When trying to call pyspark dataframe methods, such as show() in the VS Code Debug Console I get an evaluating warning (see quote below). I tried to reproduce this warning, however in different IDEs such as Spyder or PyCharm the Debug Console can call the pyspark dataframe methods.
Evaluating: df.show() did not finish after 3.00 seconds. This may mean a number of things:
This evaluation is really slow and this is expected. In this case it's possible to silence this error by raising the timeout, setting the PYDEVD_WARN_EVALUATION_TIMEOUT environment variable to a bigger value.
The evaluation may need other threads running while it's running: In this case, it's possible to set the PYDEVD_UNBLOCK_THREADS_TIMEOUT environment variable so that if after a given timeout an evaluation doesn't finish, other threads are unblocked or you can manually resume all threads.
Alternatively, it's also possible to skip breaking on a particular thread by setting a
pydev_do_not_trace = Trueattribute in the related threading.Thread instance (if some thread should always be running and no breakpoints are expected to be hit in it).The evaluation is deadlocked: In this case you may set the PYDEVD_THREAD_DUMP_ON_WARN_EVALUATION_TIMEOUT environment variable to true so that a thread dump is shown along with this message and optionally, set the PYDEVD_INTERRUPT_THREAD_TIMEOUT to some value so that the debugger tries to interrupt the evaluation (if possible) when this happens.
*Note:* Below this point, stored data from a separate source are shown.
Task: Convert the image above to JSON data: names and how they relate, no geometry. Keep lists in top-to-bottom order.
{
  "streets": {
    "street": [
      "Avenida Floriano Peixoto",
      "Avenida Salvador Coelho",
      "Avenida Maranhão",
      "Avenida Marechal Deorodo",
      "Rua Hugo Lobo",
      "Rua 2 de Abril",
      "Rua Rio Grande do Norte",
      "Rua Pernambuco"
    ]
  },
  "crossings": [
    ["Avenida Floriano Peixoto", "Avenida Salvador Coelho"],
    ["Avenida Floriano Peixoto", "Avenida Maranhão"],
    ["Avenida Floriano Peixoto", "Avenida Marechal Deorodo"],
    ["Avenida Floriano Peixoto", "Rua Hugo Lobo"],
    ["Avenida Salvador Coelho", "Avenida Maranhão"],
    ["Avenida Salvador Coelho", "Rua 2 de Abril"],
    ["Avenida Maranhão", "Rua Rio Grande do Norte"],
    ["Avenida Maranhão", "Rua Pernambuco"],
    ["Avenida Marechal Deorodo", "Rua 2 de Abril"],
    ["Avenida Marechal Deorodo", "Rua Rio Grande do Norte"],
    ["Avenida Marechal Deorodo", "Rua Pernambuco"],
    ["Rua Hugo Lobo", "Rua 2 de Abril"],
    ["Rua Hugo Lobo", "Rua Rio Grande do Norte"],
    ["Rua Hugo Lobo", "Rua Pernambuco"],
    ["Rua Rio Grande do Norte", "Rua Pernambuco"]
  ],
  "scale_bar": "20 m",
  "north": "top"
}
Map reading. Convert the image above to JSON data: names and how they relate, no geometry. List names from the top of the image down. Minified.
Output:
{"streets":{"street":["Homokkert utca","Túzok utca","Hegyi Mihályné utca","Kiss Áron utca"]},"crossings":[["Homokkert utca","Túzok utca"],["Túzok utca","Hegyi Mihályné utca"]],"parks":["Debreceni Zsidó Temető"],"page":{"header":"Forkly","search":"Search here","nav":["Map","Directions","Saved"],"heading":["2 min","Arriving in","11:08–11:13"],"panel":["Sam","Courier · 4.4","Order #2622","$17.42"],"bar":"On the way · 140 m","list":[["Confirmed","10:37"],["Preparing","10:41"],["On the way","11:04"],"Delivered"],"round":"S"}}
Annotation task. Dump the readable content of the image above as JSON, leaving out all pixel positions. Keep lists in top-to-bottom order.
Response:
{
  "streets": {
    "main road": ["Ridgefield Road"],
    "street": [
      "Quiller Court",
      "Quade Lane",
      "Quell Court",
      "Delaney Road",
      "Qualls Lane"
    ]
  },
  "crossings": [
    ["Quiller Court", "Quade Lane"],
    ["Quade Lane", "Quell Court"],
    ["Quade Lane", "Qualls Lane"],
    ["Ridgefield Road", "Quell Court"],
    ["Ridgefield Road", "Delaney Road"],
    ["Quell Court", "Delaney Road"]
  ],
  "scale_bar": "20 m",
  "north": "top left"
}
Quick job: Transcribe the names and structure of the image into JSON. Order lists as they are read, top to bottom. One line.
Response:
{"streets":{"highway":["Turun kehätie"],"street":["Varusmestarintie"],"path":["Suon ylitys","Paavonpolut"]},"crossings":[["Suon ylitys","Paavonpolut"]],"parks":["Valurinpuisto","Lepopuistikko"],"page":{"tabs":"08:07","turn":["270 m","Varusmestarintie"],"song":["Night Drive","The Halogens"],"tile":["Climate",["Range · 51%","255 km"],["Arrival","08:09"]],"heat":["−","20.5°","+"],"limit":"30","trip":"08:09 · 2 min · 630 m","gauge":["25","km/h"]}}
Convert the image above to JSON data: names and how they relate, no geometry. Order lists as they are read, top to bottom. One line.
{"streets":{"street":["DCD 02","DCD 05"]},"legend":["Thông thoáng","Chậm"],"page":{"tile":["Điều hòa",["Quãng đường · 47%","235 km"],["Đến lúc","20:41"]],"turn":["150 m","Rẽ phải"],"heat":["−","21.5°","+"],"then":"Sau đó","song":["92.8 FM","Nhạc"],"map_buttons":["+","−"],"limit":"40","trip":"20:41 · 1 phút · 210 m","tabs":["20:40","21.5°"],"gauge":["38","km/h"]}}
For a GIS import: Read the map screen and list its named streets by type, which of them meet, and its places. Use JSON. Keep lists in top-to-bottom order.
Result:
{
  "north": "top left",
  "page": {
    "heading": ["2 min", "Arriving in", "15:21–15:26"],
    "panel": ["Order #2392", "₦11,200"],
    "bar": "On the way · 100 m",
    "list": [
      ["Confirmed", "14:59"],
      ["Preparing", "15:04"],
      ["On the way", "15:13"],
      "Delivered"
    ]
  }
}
Has anyone encountered similar warnings when debugging pyspark methods in VS Code and has a suggestion on how to tackle this issue? I also have provided my launch.json settings:
"type": "python", "request": "launch", "program": "${file}", "env": {"DISPLAY":":1", "PYTHONPATH": "${workspaceRoot}", "PYDEVD_WARN_EVALUATION_TIMEOUT": "3"}, "console": "internalConsole"